In that agreement, the United States committed to not interfering politically or militarily in Iran's internal affairs and to lifting the embargo on Iranian assets, as well as the sanctions.

Given this non-compliance, Iran has copied those agreements in the new ones, almost verbatim.

It is also doubtful that the sanctions will be lifted, although it is possible that some of them will be eased.

In any case, the memorandum of understanding confirms that the United States has not achieved any of the objectives it had in mind when it launched the war. Iran’s sovereign rights to continue uranium enrichment have been recognized, albeit with ambiguous wording: 30 days after the signing, 60 days of discussions on uranium will begin in exchange for the lifting of sanctions.

Iran’s ballistic missile arsenal will remain unrestricted. Its relations with Hezbollah and other forces of the “axis of resistance” have been strengthened and will continue. The Gulf Arab states are distancing themselves from their former protector and seeking to improve their relations with Iran.

Vice President J.D. Vance has confirmed that Iran will receive $300 billion for reconstruction. “It’s the kind of resources they could have access to, provided they fulfill their part of the obligation,” he commented.

More importantly, Iran has secured the right to jointly control the Strait of Hormuz with Oman through an addition to Article 5 of the memorandum.

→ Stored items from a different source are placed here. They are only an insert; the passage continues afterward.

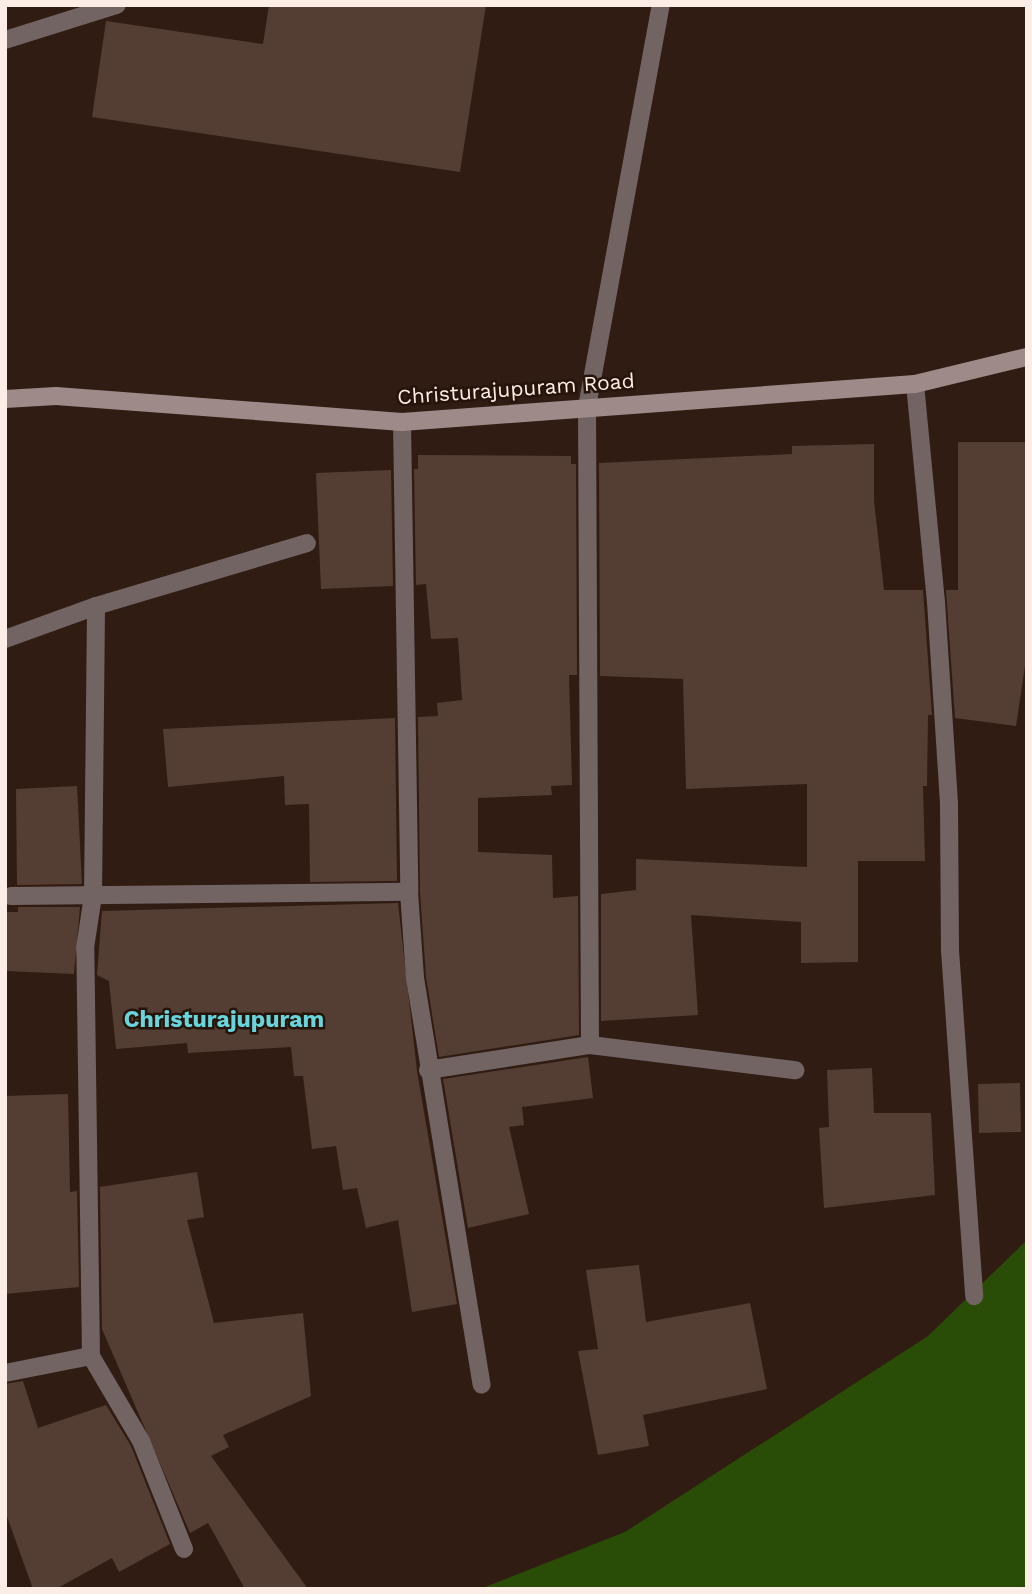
<!DOCTYPE html>
<html>
<head>
<meta charset="utf-8">
<style>
	body { margin:0 }
	#map { position:relative; width:1032px; height:1594px; overflow:hidden; background:#301c13; font-family:"Work Sans",sans-serif }
	div>[style] { position:absolute }
	[style*='--x'] { left:calc(var(--x)*1px); top:calc(var(--y)*1px); width:calc(var(--w)*1px); rotate:calc(var(--a)*1deg) }
	.green>* { inset:0; background:#294d06 }
	.building>* { inset:0; background:#543e33 }
	.street>* { height:18px; margin:-9px; padding:0 9px; transform-origin:9px; border-radius:9px; background:#716463 }
	.secondary>* { height:18px; margin:-9px; padding:0 9px; transform-origin:9px; border-radius:9px; background:#9e8a88 }
	span { translate:-50% -50%; white-space:nowrap; text-align:center; line-height:1.15; -webkit-text-stroke:5px #26130a; paint-order:stroke }
	.street-label { font-size:21px; color:#fcede7 }
	.neighbourhood-label { font-size:23px; color:#68d4db; font-weight:700 }
	.frame { position:absolute; inset:0; border:7px solid #fcede7; pointer-events:none }
</style>
</head>
<body>
<div id="map">
	<div class="green">
		<div style="clip-path:polygon(1027px 1240px,1027px 1589px,480px 1589px,625px 1532px,928px 1336px)"></div>
	</div>
	<div class="building">
		<div style="clip-path:polygon(269px 5px,486px 5px,460px 172px,92px 117px,106px 21px,263px 44px)"></div>
		<div style="clip-path:polygon(958px 442px,1027px 442px,1025px 666px,1016px 726px,955px 718px,946px 590px,958px 590px)"></div>
		<div style="clip-path:polygon(874px 444px,874px 501px,884px 590px,923px 590px,932px 715px,928px 715px,927px 786px,923px 786px,925px 861px,858px 861px,858px 962px,801px 963px,801px 922px,691px 915px,698px 1015px,601px 1021px,601px 894px,636px 890px,636px 859px,807px 867px,807px 784px,686px 789px,683px 679px,600px 676px,599px 463px,792px 454px,792px 446px)"></div>
		<div style="clip-path:polygon(418px 455px,571px 456px,571px 464px,576px 464px,577px 675px,569px 675px,572px 785px,551px 786px,552px 795px,478px 798px,478px 852px,552px 855px,553px 898px,578px 896px,579px 1035px,439px 1057px,426px 977px,420px 892px,418px 717px,438px 716px,437px 703px,462px 700px,458px 638px,431px 639px,426px 584px,416px 585px,414px 469px,418px 469px)"></div>
		<div style="clip-path:polygon(391px 470px,393px 586px,321px 589px,316px 473px)"></div>
		<div style="clip-path:polygon(395px 718px,397px 881px,310px 882px,309px 804px,285px 805px,284px 776px,168px 787px,163px 729px)"></div>
		<div style="clip-path:polygon(77px 786px,82px 884px,17px 885px,16px 789px)"></div>
		<div style="clip-path:polygon(398px 903px,417px 1071px,457px 1304px,412px 1312px,398px 1220px,366px 1228px,357px 1188px,343px 1190px,336px 1146px,312px 1149px,303px 1076px,294px 1076px,291px 1047px,188px 1053px,187px 1043px,116px 1049px,109px 981px,97px 975px,102px 911px)"></div>
		<div style="clip-path:polygon(18px 907px,80px 907px,74px 974px,5px 971px,5px 912px,18px 912px)"></div>
		<div style="clip-path:polygon(588px 1057px,593px 1098px,522px 1107px,524px 1125px,509px 1127px,529px 1214px,468px 1228px,443px 1079px)"></div>
		<div style="clip-path:polygon(872px 1068px,874px 1113px,931px 1113px,935px 1195px,824px 1208px,819px 1128px,829px 1127px,827px 1070px)"></div>
		<div style="clip-path:polygon(1020px 1083px,1021px 1132px,979px 1133px,978px 1084px)"></div>
		<div style="clip-path:polygon(68px 1094px,70px 1192px,77px 1191px,79px 1287px,5px 1294px,5px 1096px)"></div>
		<div style="clip-path:polygon(197px 1172px,204px 1217px,187px 1220px,214px 1323px,303px 1313px,311px 1396px,223px 1435px,229px 1447px,211px 1456px,308px 1589px,245px 1589px,208px 1523px,190px 1533px,102px 1329px,100px 1187px)"></div>
		<div style="clip-path:polygon(639px 1265px,646px 1322px,750px 1303px,767px 1389px,643px 1415px,649px 1446px,598px 1455px,578px 1351px,598px 1349px,586px 1270px)"></div>
		<div style="clip-path:polygon(23px 1381px,38px 1428px,106px 1405px,131px 1446px,170px 1544px,119px 1572px,112px 1558px,56px 1589px,33px 1589px,5px 1511px,5px 1384px)"></div>
	</div>
	<div class="street">
		<div style="--x:5;--y:40;--w:117;--a:-17.4"></div>
		<div style="--x:915;--y:384;--w:219;--a:84.5"></div>
		<div style="--x:936;--y:602;--w:203;--a:86.3"></div>
		<div style="--x:949;--y:805;--w:145;--a:89.6"></div>
		<div style="--x:950;--y:950;--w:347;--a:86"></div>
		<div style="--x:402;--y:422;--w:470;--a:89.1"></div>
		<div style="--x:409;--y:892;--w:86;--a:86"></div>
		<div style="--x:415;--y:978;--w:412;--a:80.7"></div>
		<div style="--x:5;--y:639;--w:97;--a:-19.9"></div>
		<div style="--x:11;--y:896;--w:398;--a:-0.6"></div>
		<div style="--x:590;--y:1045;--w:638;--a:-90.27"></div>
		<div style="--x:587;--y:407;--w:409;--a:-79.6"></div>
		<div style="--x:428;--y:1070;--w:164;--a:-8.8"></div>
		<div style="--x:590;--y:1045;--w:207;--a:7"></div>
		<div style="--x:5;--y:1373;--w:88;--a:-11.2"></div>
		<div style="--x:184;--y:1549;--w:116;--a:-111.7"></div>
		<div style="--x:141;--y:1441;--w:99;--a:-120.5"></div>
		<div style="--x:91;--y:1356;--w:408;--a:-90.8"></div>
		<div style="--x:85;--y:948;--w:53;--a:-81.3"></div>
		<div style="--x:93;--y:896;--w:290;--a:-89.4"></div>
		<div style="--x:96;--y:606;--w:220;--a:-16.6"></div>
	</div>
	<div class="secondary">
		<div style="--x:5;--y:399;--w:51;--a:-3.4"></div>
		<div style="--x:56;--y:396;--w:347;--a:4.3"></div>
		<div style="--x:402;--y:422;--w:514;--a:-4.24"></div>
		<div style="--x:915;--y:384;--w:115;--a:-13.6"></div>
	</div>
	<div class="street-label">
		<span style="left:516px;top:389px;rotate:-4deg">Christurajupuram Road</span>
	</div>
	<div class="neighbourhood-label">
		<span style="left:224px;top:1020px">Christurajupuram</span>
	</div>
	<div class="frame"></div>
</div>
</body>
</html>
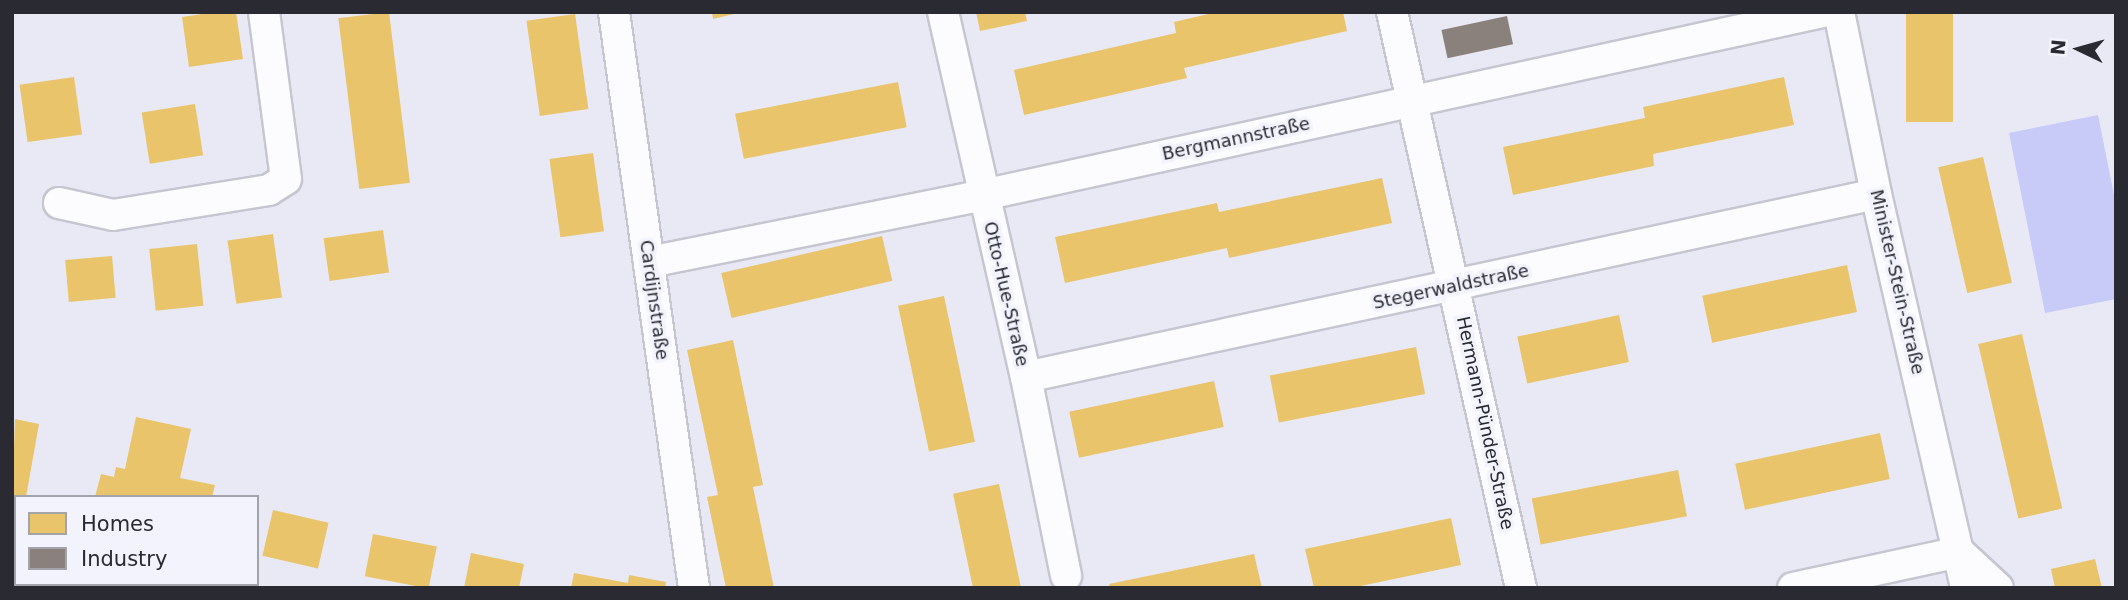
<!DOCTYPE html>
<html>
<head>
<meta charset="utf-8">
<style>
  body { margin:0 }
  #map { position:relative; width:2128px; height:600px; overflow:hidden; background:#e8e9f5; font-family:"DejaVu Sans",sans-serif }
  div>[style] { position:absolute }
  .green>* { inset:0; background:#c8caf7 }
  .homes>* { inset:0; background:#e9c46a; transform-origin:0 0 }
  .industry>* { inset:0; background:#8a817c; transform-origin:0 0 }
  .roads { filter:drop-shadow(2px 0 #c5c6d0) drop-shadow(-2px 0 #c5c6d0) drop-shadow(0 2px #c5c6d0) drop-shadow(0 -2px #c5c6d0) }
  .minor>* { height:30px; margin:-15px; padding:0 15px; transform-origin:15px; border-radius:15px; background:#fcfcfe }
  .secondary>* { height:38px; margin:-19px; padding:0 19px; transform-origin:19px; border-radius:19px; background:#f6f7fb }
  span { translate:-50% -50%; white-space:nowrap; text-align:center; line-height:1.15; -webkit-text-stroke:7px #f2f3fc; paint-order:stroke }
  .street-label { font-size:18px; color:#292a32 }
  .frame { position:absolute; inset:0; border:14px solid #292a32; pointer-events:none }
  .legend { position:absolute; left:14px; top:495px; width:245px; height:91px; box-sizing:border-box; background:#f2f3fc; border:2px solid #a2a3ab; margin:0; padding:9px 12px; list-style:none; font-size:21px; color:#292a32 }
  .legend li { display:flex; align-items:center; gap:14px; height:35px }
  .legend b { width:35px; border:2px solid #a2a3ab }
  .north { position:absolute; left:2044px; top:14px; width:70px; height:70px; -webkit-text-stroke:5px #f2f3fc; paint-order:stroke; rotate:275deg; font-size:19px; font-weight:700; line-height:28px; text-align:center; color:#292a32 }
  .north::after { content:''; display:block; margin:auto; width:24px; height:32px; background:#292a32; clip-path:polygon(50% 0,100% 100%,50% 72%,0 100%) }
</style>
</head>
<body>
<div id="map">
  <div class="green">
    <div style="clip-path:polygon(2098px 115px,2116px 205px,2116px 299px,2045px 313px,2009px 133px)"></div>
  </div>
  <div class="homes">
    <div style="clip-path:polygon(216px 12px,236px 12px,243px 59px,189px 67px,182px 17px)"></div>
    <div style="left:389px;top:12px;width:172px;height:51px;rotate:83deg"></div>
    <div style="clip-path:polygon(712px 12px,738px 12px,738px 13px,713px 19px)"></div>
    <div style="clip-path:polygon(976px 12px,1025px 12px,1027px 21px,980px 31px)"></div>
    <div style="clip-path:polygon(1217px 12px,1343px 12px,1347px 31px,1184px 68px,1187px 78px,1024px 115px,1014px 70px,1176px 33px,1174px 22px)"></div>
    <div style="left:1906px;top:12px;width:47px;height:110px"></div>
    <div style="left:575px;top:14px;width:96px;height:49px;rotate:82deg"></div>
    <div style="left:74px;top:77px;width:58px;height:55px;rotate:82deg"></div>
    <div style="clip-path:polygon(1784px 77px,1794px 125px,1653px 154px,1654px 166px,1513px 195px,1503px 147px,1645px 118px,1643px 107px)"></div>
    <div style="left:898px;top:82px;width:46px;height:166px;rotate:79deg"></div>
    <div style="left:195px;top:104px;width:52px;height:54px;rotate:81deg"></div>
    <div style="left:593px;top:153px;width:79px;height:44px;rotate:82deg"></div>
    <div style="left:1983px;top:157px;width:129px;height:46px;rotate:77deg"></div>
    <div style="clip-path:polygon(1382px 178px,1392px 223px,1229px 258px,1227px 248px,1065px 283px,1055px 237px,1217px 203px,1219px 212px)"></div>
    <div style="left:383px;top:230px;width:43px;height:60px;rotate:82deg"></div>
    <div style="left:273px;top:234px;width:64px;height:46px;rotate:82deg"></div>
    <div style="left:882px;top:236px;width:46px;height:165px;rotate:77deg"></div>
    <div style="left:197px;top:244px;width:62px;height:48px;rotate:84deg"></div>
    <div style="left:112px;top:256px;width:42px;height:47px;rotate:85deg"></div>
    <div style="left:1847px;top:265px;width:48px;height:148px;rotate:78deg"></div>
    <div style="left:944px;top:296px;width:149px;height:47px;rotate:78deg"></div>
    <div style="left:1619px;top:315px;width:48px;height:104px;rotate:78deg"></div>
    <div style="left:2022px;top:334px;width:179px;height:45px;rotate:77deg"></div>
    <div style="clip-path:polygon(733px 340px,763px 485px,753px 487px,774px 588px,726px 588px,707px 497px,718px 495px,687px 350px)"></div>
    <div style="left:1416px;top:347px;width:48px;height:149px;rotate:79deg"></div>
    <div style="left:1214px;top:381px;width:47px;height:148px;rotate:78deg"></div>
    <div style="clip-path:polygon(136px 417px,191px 429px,180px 478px,215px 485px,212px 497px,95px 497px,101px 474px,114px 477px,116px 467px,125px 469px)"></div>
    <div style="clip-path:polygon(15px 419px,39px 424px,26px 497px,16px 497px,16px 508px,12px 508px)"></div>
    <div style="left:1880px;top:433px;width:47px;height:148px;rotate:78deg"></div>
    <div style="left:1678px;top:470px;width:47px;height:149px;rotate:79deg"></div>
    <div style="left:999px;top:484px;width:107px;height:47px;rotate:78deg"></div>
    <div style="left:273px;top:510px;width:57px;height:47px;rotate:13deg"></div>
    <div style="clip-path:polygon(1451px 518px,1461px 565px,1351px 588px,1314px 588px,1305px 549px)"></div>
    <div style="left:373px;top:534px;width:65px;height:43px;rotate:11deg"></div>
    <div style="clip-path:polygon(471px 553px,524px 564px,519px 588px,464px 588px)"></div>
    <div style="clip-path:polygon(1254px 554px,1262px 588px,1110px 588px,1109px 584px)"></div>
    <div style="clip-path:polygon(2095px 559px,2102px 588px,2055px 588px,2051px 569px)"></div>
    <div style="clip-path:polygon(574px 573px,628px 583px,629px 575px,666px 582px,665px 588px,571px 588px)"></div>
  </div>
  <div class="industry">
    <div style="left:1507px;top:16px;width:29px;height:67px;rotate:78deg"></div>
  </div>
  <div class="roads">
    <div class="minor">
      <div style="left:614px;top:12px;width:582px;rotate:82.09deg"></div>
      <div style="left:943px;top:12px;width:374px;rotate:77.2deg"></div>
      <div style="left:1026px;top:377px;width:203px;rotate:78.6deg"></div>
      <div style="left:1392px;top:12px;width:590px;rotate:77.38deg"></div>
      <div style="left:1839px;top:12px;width:186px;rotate:78.5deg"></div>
      <div style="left:1876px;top:194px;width:404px;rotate:77.1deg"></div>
      <div style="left:59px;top:203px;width:55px;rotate:12.5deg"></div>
      <div style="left:113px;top:215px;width:158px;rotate:-9.1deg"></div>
      <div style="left:269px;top:190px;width:20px;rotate:-33deg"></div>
      <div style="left:286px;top:179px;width:168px;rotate:-97.5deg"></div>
      <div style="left:649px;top:262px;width:341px;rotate:-11.3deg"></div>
      <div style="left:983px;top:195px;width:859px;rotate:-12.3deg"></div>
      <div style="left:1026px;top:377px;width:869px;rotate:-12.15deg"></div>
      <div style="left:1959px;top:552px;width:53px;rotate:42.7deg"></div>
      <div style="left:1793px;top:588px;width:170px;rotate:-12.2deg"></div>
    </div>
    <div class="secondary">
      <div style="left:12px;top:560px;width:4px;rotate:14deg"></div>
      <div style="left:132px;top:584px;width:18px;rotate:13deg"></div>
    </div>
  </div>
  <div class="street-label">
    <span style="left:1236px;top:139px;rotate:-12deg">Bergmannstraße</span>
    <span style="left:1897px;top:282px;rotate:77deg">Minister-Stein-Straße</span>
    <span style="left:1451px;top:287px;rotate:-12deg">Stegerwaldstraße</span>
    <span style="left:1006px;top:294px;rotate:77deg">Otto-Hue-Straße</span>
    <span style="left:654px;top:300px;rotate:82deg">Cardijnstraße</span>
    <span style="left:1485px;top:423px;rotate:78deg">Hermann-Pünder-Straße</span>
  </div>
  <div class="frame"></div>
  <ul class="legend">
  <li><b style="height:19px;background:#e9c46a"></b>Homes</li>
  <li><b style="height:19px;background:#8a817c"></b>Industry</li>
  </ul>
  <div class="north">N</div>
</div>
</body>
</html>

In an attempt to sabotage the agreement, Israel launched an attack on Beirut, and Iran immediately withdrew from the memorandum of understanding and announced retaliatory attacks against Israeli territory.

In turn, Trump publicly condemned Netanyahu for the attack on Lebanon, and Iran called off its retaliatory strikes. Trump, who was extremely keen on the memorandum of understanding being signed, had to make additional concessions. One of these guaranteed “the sovereignty and respect for the territorial integrity of Lebanon,” which Trump had not accepted in previous versions.

The United Arab Emirates pays Iran $3 billion

In the final skirmishes of the Ramadan War, the United Arab Emirates, Israel’s most loyal pawn in the Gulf, had not suffered Iranian attacks, unlike Kuwait, Jordan, and Bahrain.

This was in exchange for a payment of $3 billion. The Gulf state had taken the most forceful stance against Iran, pressuring the United States to continue the war against Iran, but was simultaneously negotiating a price.

The payment could reach $10 billion, and some sources told Reuters that it will eventually pay $20 billion.

The disbursement illustrates the significant shift the Middle East war has brought about. The United Arab Emirates joined the United States and Israel in carrying out dozens of attacks against Iran. They also tried to prevent Pakistan from acting as a mediator to broker a ceasefire.

Saudi Arabia had to grant Islamabad a new loan after the UAE demanded repayment of its debt as a sanction for hosting the meetings.

The Iranian Revolutionary Guard is Welcomed

Last week, the United Arab Emirates welcomed members of the Iranian Revolutionary Guard for a meeting with Sheikh Tahnoun bin Zayed Al Nahyan, the UAE's national security advisor and deputy governor of Abu Dhabi.

This week, the UAE also sent diplomats to participate in face-to-face talks with senior Iranian officials to reduce tensions, according to Bloomberg. The meeting appears to have been held in Tehran to avert an attack on the UAE.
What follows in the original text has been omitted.